Beispiel Bargeldtransfers: Bargeld gilt heute oft als beste Hilfe in allen Ländern, in denen Märkte funktionieren und Menschen in Not selbst entscheiden können, was sie am dringendsten brauchen, statt das im Westen geschnürte Hilfspaket in Empfang nehmen zu müssen. Fast alle Unterzeichner des Grand Bargain haben sich für weitere Reformen zugunsten von Bargeldtransfers eingesetzt, viele bauen Programme weiter aus.

Beispiel Bürokratieabbau: Komplexe und von Geber zu Geber extrem unterschiedliche Auflagen für die Berichterstattung treiben den Verwaltungsaufwand der Helfenden seit Jahrzehnten in die Höhe und manche von ihnen fast in den Wahnsinn. Auch dank der deutschen Bundesregierung konnten hier einige Anforderungen international vereinheitlicht und Pilotprojekte für einheitliche Vorgaben und Berichte angeschoben werden.

Autor

Ralf Südhoff

ist Direktor des Centre for Humanitarian Action in Berlin
Beispiel Lokalisierung: In Istanbul haben sich Geber und Hilfsorganisationen verpflichtet, bis 2020 ein Viertel ihrer Hilfe über lokale Akteure und Partner zu leisten. Geber wie Deutschland lagen in den vergangenen Jahren bereits bei rund einem Fünftel. Die UN-Agentur für humanitäre Hilfe (OCHA) hat zudem einen Weg geschaffen, Gelder für bislang 13 Krisenländer über Länderfonds direkt vor Ort zu vergeben. Die Bundesregierung gehört zu den größten Gebern und zahlt heute fast 220 Millionen Euro jährlich in diese Fonds ein.
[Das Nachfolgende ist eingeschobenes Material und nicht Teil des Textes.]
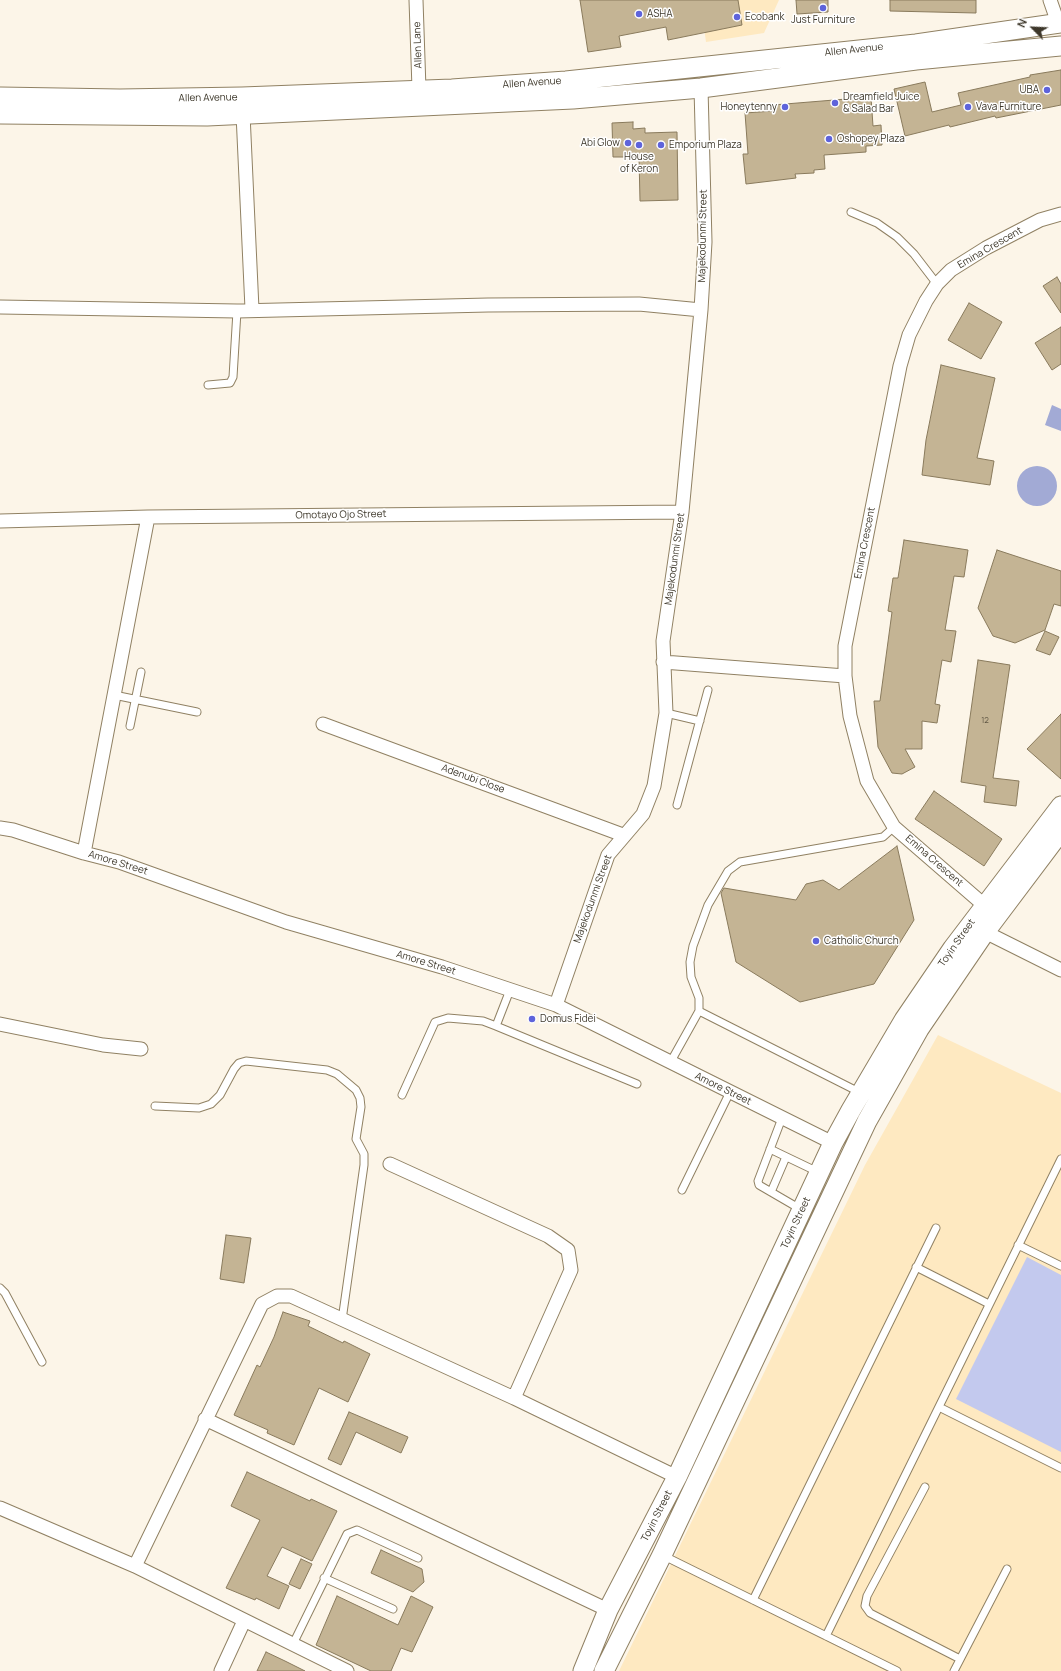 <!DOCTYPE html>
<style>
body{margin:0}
#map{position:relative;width:1061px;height:1671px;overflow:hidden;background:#fcf5e8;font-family:Manrope,sans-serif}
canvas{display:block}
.north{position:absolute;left:1013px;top:8px;width:40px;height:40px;-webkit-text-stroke:3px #fff;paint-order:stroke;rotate:294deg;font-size:11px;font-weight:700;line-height:16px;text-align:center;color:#3d372a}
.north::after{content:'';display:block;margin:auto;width:14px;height:18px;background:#3d372a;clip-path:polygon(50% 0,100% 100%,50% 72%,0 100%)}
</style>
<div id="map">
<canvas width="1061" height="1671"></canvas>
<div class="north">N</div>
</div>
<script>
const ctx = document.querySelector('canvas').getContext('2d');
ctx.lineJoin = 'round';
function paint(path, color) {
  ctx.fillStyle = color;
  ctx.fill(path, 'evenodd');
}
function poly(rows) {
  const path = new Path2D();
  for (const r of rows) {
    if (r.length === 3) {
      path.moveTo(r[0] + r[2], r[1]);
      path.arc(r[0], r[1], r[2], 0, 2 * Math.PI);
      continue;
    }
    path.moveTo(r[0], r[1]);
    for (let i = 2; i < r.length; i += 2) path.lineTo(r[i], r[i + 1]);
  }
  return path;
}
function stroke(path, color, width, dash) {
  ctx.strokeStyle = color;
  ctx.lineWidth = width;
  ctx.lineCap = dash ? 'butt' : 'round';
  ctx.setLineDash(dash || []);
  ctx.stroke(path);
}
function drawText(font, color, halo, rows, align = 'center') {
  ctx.font = font + ' Manrope,sans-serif';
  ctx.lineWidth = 3;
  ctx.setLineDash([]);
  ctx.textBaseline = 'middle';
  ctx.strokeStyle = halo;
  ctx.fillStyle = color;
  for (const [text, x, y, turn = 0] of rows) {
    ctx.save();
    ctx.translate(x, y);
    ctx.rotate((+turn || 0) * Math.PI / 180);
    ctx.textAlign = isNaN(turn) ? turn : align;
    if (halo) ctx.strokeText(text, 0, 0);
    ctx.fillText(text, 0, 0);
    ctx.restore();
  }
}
const built = poly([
 [700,0,779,0,764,33,706,42],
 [938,1035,1061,1093,1061,1671,619,1671,865,1165]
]);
const green = poly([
 [1027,1257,1061,1275,1061,1452,956,1399]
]);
const water = poly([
 [1052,405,1061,409,1061,431,1045,425],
 [1037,486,20]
]);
const building = poly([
 [580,0,738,0,742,25,668,40,666,27,619,36,621,47,588,52,580,0],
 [796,0,828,0,828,12,797,14,796,0],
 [890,0,976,0,976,13,890,11,890,0],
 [1061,70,1061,105,996,118,995,116,950,127,949,125,905,136,894,89,925,82,932,112,961,105,958,93,1030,77,1030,75,1061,70],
 [871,97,873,126,881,125,882,145,866,146,866,152,824,155,825,169,814,170,814,173,795,174,796,178,746,184,743,154,748,154,745,113,773,111,773,105,871,97],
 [633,122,633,129,645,128,645,133,677,132,678,200,640,201,639,157,613,157,612,123,633,122],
 [1057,277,1061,284,1061,313,1043,286,1057,277],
 [969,303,1002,322,981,359,948,340,969,303],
 [1061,327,1061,364,1052,370,1035,343,1061,327],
 [941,365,995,378,977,458,994,461,990,485,922,475,926,440,941,365],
 [904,540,968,550,964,577,954,576,945,630,956,631,951,662,942,660,935,704,940,705,937,723,922,721,922,749,905,749,915,767,902,774,892,773,878,747,874,701,880,701,892,612,888,611,893,578,898,578,904,540],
 [997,550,1061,571,1061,606,1054,604,1045,630,1015,643,993,636,978,608,997,550],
 [1045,631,1059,637,1050,655,1036,650,1045,631],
 [978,660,1010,665,993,778,1019,781,1016,806,984,802,986,786,961,782,978,660],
 [1061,714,1061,779,1027,749,1061,714],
 [934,791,1002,839,984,866,915,819,934,791],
 [897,846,914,920,874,984,800,1002,736,962,721,893,724,888,796,900,806,884,823,880,839,890,897,846],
 [226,1235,251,1238,244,1283,220,1279,226,1235],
 [283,1312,310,1321,308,1326,343,1343,344,1341,370,1354,348,1402,319,1388,294,1445,267,1433,268,1430,234,1415,257,1365,260,1367,274,1337,283,1312],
 [349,1412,408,1437,401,1453,356,1432,341,1465,328,1459,349,1412],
 [247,1472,310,1501,311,1499,337,1511,312,1561,282,1547,267,1576,289,1586,279,1609,256,1598,255,1600,226,1588,260,1520,231,1506,247,1472],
 [381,1550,422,1569,424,1582,413,1592,371,1573,381,1550],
 [301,1559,312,1564,300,1589,289,1584,301,1559],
 [337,1596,398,1625,411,1596,433,1607,412,1652,401,1648,391,1671,371,1671,316,1645,337,1596],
 [266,1652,285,1661,305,1671,257,1671,266,1652]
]);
const lane = poly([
 [851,212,877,223,897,237,914,254,937,284],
 [208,385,230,383,233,377,237,311],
 [114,695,197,712],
 [666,713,700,721],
 [130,726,141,672],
 [677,805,708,690],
 [699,1011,699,998,691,977,690,962,693,946,708,905,728,871,740,862,883,837,894,827],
 [496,1026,637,1084],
 [670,1063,699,1011,861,1093],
 [402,1095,435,1022,448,1018,483,1021,496,1026,510,990],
 [155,1106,199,1108,211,1104,220,1095,234,1069,239,1063,246,1061,327,1070,337,1074,356,1090,360,1098,361,1107,356,1139,364,1154,364,1165,342,1320],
 [782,1118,758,1181,759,1185,802,1210],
 [770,1149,818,1172],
 [682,1190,730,1092],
 [771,1192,786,1157],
 [1018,1245,1061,1266],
 [916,1267,989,1304],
 [0,1288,5,1293,42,1362],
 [939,1407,1061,1468],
 [925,1487,867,1596,865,1606,870,1613,960,1659],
 [662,1555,897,1671],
 [324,1578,393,1609],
 [753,1600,936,1228],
 [826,1636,1061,1159],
 [293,1644,347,1534,357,1530,418,1558],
 [954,1671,1007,1569]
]);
const street = poly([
 [416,0,419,89],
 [1050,0,1058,23],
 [243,114,252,309],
 [0,307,237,311,488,305,639,304,701,310],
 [0,521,148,517,682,512],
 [663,662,845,676],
 [323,724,623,835],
 [0,828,13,830,84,853,119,862,286,922,442,967,556,1005,833,1143],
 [84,853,148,517],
 [984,905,894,827,867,781,850,716,845,676,845,646,900,366,909,335,926,301,937,284,951,270,986,248,1040,220,1061,214],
 [985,932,1061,970],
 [556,1005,608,855,643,814,654,786,666,713,663,641,682,512,701,310,705,242,701,88],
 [0,1024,103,1045,141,1049],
 [390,1164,548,1236,568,1250,571,1270,514,1398],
 [205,1419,608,1610],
 [0,1508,135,1566,347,1671],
 [135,1566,262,1304,277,1296,291,1296,514,1398,677,1477],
 [221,1671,244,1621]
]);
const secondary = poly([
 [0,97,120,99,242,97,452,89,566,81,916,44,1061,23],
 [0,114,207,116,573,99,701,88,916,60,1061,46],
 [583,1671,608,1610,677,1477,833,1143,851,1110,904,1020,953,948,1061,806],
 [604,1671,662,1555,867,1121,919,1029,985,932,1061,831]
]);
const markers = [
 [823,8,4,"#5e63db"],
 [639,14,4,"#5e63db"],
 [737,17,4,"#5e63db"],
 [1047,90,4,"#5e63db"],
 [835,103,4,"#5e63db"],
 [785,107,4,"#5e63db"],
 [968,107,4,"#5e63db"],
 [829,139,4,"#5e63db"],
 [628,143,4,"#5e63db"],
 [639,145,4,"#5e63db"],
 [661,145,4,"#5e63db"],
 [816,941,4,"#5e63db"],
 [532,1019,4,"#5e63db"]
];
const numberNames = [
 ["12",985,721]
];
const poiNames = [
 ["ASHA",647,14],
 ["Ecobank",745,17],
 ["Just Furniture",823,20,"center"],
 ["UBA",1039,90,"right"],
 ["Dreamfield Juice",843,97],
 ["& Salad Bar",843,109],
 ["Honeytenny",777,107,"right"],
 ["Vava Furniture",976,107],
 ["Oshopey Plaza",837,139],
 ["Abi Glow",620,143,"right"],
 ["Emporium Plaza",669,145],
 ["House",639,157,"center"],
 ["of Keron",639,169,"center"],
 ["Catholic Church",824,941],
 ["Domus Fidei",540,1019]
];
const streetNames = [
 ["Allen Lane",418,45,-92],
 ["Allen Avenue",854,50,-6],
 ["Allen Avenue",532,83,-4],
 ["Allen Avenue",208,98,-1],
 ["Majekodunmi Street",703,236,-89],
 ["Emina Crescent",990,248,-30],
 ["Omotayo Ojo Street",341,515,-1],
 ["Emina Crescent",865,543,-79],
 ["Majekodunmi Street",675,559,-82],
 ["Adenubi Close",473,779,20],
 ["Emina Crescent",934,861,41],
 ["Amore Street",118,863,17],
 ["Majekodunmi Street",593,899,-70],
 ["Toyin Street",957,943,-55],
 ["Amore Street",426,963,17],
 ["Amore Street",723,1089,26],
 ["Toyin Street",796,1223,-65],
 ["Toyin Street",657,1516,-63]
];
paint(built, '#fee9c1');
paint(green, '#c3c9ee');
paint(water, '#a2aad5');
paint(building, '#c4b494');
stroke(building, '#897a5c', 1);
stroke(lane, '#908163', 9);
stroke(street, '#908163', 15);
stroke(secondary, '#908163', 21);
stroke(lane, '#fff', 7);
stroke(street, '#fff', 13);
stroke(secondary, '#fff', 19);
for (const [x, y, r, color] of markers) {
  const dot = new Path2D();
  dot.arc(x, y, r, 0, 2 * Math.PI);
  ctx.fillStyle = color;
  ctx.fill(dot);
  stroke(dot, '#fff', 1.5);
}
drawText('8px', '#5f5644', null, numberNames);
drawText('10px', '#3d372a', '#fff', poiNames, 'left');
drawText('10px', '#3d372a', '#fff', streetNames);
</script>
Doch das Beispiel Lokalisierung steht auch für die vielfach verloren gegangene Idee der versprochenen Reformen und ihrer eigentlichen Ziele. In einer neuen Studie der OECD beklagen über 8600 Befragte in Not, dass nach ihrer Einschätzung Hilfe nicht primär nach dem Bedarf vergeben wird, sondern gesteuert vom Mandat der jeweiligen Hilfsorganisation. So können kleinere Hilfsorganisationen beispielsweise dazu neigen, Hilfe dort zu leisten, wo sie ohnehin schon sind, nicht dort, wo sie am dringendsten gebraucht wird.

Wer was am dringendsten wo braucht, wissen meist die Menschen vor Ort am besten. Der Grand Bargain sollte verhindern helfen, dass sie von der internationalen, milliardenschweren Hilfsindus­trie an den Rand gedrängt werden.

Schaut man nur auf die Zahlen, scheint das ganz gut zu gelingen. Doch als lokalisiert gilt beispielsweise auch Geld, das eine internationale Hilfsorganisation direkt an lokale Partner weitergibt. Zudem kommen erfolgreiche Bewerbungen um die OCHA-Länderfonds vor allem von den lokalen Niederlassungen internationaler Hilfsorganisationen. Wirklich einheimische Organisationen haben in den Fonds keine Mitsprache und kaum Zugang zu den Mitteln. Auch dies trägt dazu bei, dass lediglich 0,4 Prozent der gesamten humanitären Hilfe direkt an sie fließt.

Um das für einen absurden Wert zu halten, muss man weder Hilfe von unten romantisieren, noch eine lokal verankerte internationale Hilfe dämonisieren. Es reicht zu wissen, dass Einheimische als Nachbarn, Verwandte, lokale Unternehmer in Krisen informell und unbemerkt Schätzungen zufolge um die 90 Prozent der gesamten Hilfe vor Ort leisten.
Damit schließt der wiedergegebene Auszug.